Both Boston’s student and working populations have swelled in the past month, as both groups return to in-person settings after having been largely online or hybrid modalities. In December 2020, foot traffic in the center of Boston was down 80 percent from the previous year’s average; in the six months between then and July 2021, the same figure rose 138 percent, according to a study from the Downtown Boston Business Improvement District.

The increase in professional workers in the area, many of them from the Emerson-adjacent Massachusetts Department of Transportation building or the city’s nearby financial district, has provided a boon for businesses like El Jefe’s Taqueria, owned by John Schall.

“We’re getting a fair number of residents from the neighborhood,” Schall said. “It’s still a pretty busy corner of Boston.”

El Jefe’s, along with other local establishments such as Tatte Bakery & Cafe and Garbanzo Mediterranean Fresh, ceased to be a full dining alliance partner with Emerson when the college announced that it would be curtailing its Board Bucks policy for the fall term to on-campus eateries only. As a result, Schall feared his business would lose revenue from Emerson students, who could no longer eat there on a meal plan.

“I was worried a little bit,” he said. “But that worry went away really quickly.”

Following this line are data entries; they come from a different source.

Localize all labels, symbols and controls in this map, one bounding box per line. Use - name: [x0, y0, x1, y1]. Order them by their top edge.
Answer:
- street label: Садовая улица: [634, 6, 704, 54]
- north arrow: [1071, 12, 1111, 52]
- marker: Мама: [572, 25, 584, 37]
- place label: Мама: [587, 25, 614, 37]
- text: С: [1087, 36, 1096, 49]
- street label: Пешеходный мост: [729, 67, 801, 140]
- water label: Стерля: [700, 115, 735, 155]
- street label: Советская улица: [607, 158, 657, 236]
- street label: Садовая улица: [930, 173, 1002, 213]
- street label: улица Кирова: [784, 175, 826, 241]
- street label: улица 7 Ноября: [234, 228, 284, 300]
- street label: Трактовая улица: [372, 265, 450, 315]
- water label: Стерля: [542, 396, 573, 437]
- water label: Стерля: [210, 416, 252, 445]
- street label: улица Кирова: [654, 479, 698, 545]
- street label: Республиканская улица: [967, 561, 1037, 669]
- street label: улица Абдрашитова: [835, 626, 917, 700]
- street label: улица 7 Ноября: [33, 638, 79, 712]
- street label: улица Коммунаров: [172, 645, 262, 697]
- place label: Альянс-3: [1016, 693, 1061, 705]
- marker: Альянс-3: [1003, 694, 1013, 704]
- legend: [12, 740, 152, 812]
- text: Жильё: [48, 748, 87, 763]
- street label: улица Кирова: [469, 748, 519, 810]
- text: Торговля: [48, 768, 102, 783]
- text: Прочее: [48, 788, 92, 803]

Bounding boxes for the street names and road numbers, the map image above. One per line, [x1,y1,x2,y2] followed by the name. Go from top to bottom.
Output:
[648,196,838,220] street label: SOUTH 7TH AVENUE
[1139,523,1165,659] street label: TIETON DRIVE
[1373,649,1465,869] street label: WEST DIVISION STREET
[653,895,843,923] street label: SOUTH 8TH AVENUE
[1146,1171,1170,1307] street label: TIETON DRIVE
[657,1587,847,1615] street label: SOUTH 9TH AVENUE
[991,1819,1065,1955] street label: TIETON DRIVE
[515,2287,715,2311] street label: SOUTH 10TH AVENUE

Instead, El Jefe’s has thrived since the onset of the fall semester. In fact, Schall said the Boston Common location actually generated more revenue in the last several weeks than it did in the same period last year.

“I really do think we’ve developed a relationship and a reputation with Emerson students,” Schall said. “Emerson students are spending their own money at a higher overall daily sales rate than they were when they were spending Board Bucks.”

“The increase in sales we’ve gotten from building up a relationship with them has more than offset the lack of Board Bucks from last year,” he added.

Schall said the lifting of Boston’s pandemic-related occupancy restrictions, which once limited restaurants to operating at 25 percent capacity, also buoyed his business. But where these restrictions limited some businesses, they forced others to think creatively. 

In response to the pandemic, South Street Diner expanded its outdoor seating capacity to the adjacent parking lot. Customers loved the outdoor option so much, the establishment decided to keep it even after the city lifted capacity restrictions.

“It was expected by the customers to have expanded outdoor seating,” Sidell said, “It was expected by the city and was expected by your staff to be able to maintain everybody healthy and keep everybody outside as much as possible.”

The shift towards outdoor dining wasn’t cheap. Sidell estimated it cost South Street thousands of dollars in tables, chairs and protective concrete barriers separating diners from Kneeland Street traffic. 

“The idea is to break even the first year—you’re hoping,” he said, “And then as time goes on, you get a return on your investment.”

Nevertheless, the longtime owner-operator said the pressures of the pandemic gave him a new perspective on dining.

“It’s just been constant reinvention for the last 18 months,” Sidell said. “We’re constantly moving forward, relearning, and retraining. Someday it’ll get easier—but not yet.”